Partially vs Fully Homomorphic Encryption

Even though fully homomorphic encryption (FHE) has become available in recent times, but when considering the trade-offs, LightPHE emerges as a more efficient and practical choice. If your specific task doesn't demand the full homomorphic capabilities, opting for partial homomorphism with LightPHE is the logical decision.

  • 🏎️ Notably faster
  • 💻 Demands fewer computational resources
  • 📏 Generating much smaller ciphertexts
  • 🔑 Distributing much smaller keys
  • 🧠 Well-suited for memory-constrained environments
  • ⚖️ Strikes a favorable balance for practical use cases

Installation PyPI

The easiest way to install the LightPHE package is to install it from python package index (PyPI).

pip install lightphe

Then you will be able to import the library and use its functionalities.

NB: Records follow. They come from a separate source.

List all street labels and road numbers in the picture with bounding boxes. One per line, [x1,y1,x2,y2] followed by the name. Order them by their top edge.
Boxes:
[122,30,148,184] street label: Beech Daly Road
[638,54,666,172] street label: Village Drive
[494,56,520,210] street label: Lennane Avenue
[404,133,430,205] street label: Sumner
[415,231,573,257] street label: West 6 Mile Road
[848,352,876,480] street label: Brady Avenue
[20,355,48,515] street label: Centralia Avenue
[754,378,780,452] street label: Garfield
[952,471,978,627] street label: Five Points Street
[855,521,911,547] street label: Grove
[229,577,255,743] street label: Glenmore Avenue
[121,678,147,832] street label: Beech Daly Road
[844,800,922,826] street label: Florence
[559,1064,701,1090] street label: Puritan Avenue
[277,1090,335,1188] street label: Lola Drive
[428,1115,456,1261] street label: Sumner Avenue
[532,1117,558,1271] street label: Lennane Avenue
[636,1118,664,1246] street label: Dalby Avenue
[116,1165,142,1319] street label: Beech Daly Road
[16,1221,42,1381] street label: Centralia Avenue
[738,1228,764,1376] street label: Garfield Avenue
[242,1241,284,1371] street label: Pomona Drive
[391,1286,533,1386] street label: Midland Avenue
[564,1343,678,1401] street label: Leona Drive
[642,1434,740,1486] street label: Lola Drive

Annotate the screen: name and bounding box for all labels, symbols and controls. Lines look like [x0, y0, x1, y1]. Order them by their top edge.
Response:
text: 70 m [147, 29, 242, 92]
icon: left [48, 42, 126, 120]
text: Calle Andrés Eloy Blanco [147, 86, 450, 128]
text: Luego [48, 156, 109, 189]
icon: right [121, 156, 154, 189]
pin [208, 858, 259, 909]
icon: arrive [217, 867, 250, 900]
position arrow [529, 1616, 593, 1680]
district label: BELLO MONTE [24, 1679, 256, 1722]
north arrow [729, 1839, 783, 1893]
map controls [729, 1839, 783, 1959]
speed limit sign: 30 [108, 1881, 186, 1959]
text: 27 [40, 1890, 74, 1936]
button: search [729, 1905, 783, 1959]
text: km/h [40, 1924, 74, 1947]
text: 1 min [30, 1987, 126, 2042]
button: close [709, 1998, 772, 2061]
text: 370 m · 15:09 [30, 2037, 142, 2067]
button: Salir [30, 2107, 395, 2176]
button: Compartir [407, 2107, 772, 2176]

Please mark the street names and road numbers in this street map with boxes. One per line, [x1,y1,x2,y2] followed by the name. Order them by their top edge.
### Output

from lightphe import LightPHE

Summary of Homomorphic Features of Different Cryptosystems in LightPHE

In summary, LightPHE is covering following algorithms and these are partially homomorphic with respect to the operations mentioned in the following table.

Algorithm Multiplicatively
Homomorphic
Additively
Homomorphic
Multiplication with a Plain Constant Exclusively
Homomorphic
Regeneration
of Ciphertext
RSA
ElGamal
Exponential ElGamal
Elliptic Curve ElGamal
Paillier
Damgard-Jurik
Benaloh
Naccache-Stern
Okamoto-Uchiyama
Goldwasser-Micali

Building cryptosystem

Once you imported the library, then you can build a cryptosystem for several algorithms. This basically generates private and public key pair.

algorithms = [
  "RSA",
  "ElGamal",
  "Exponential-ElGamal",
  "Paillier",
  "Damgard-Jurik",
  "Okamoto-Uchiyama",
  "Benaloh",
  "Naccache-Stern",
  "Goldwasser-Micali",
  "EllipticCurve-ElGamal"
]

cs = LightPHE(algorithm_name = algorithms[0])

Encryption & Decryption

Once you built your cryptosystem, you will be able to encrypt and decrypt messages with the built cryptosystem.

# define plaintext
m = 17

# calculate ciphertext
c = cs.encrypt(m)

# proof of work
assert cs.decrypt(c) == m

Homomorphic Operations

Once you have the ciphertext, you will be able to perform homomorphic operations on encrypted data without holding private key. For instance, Paillier is homomorphic with respect to the addition. In other words, decryption of the addition of two ciphertexts is equivalent to addition of plaintexts.

On-Prem Encryption

This Python code snippet demonstrates how to generate a private-public key pair using the Paillier cryptosystem via the LightPHE library. First, an instance of the LightPHE class is created with the Paillier algorithm. Then, the public key is exported and saved to a file named "public.txt" to build the same cryptosystem with only public key in the cloud side later. The code defines two plaintext values, m1 and m2, respectively. These plaintext values are encrypted to generate ciphertexts c1 and c2 using the public key. Finally, the ciphertexts c1 and c2 are prepared to be sent to a cloud system for secure processing or storage.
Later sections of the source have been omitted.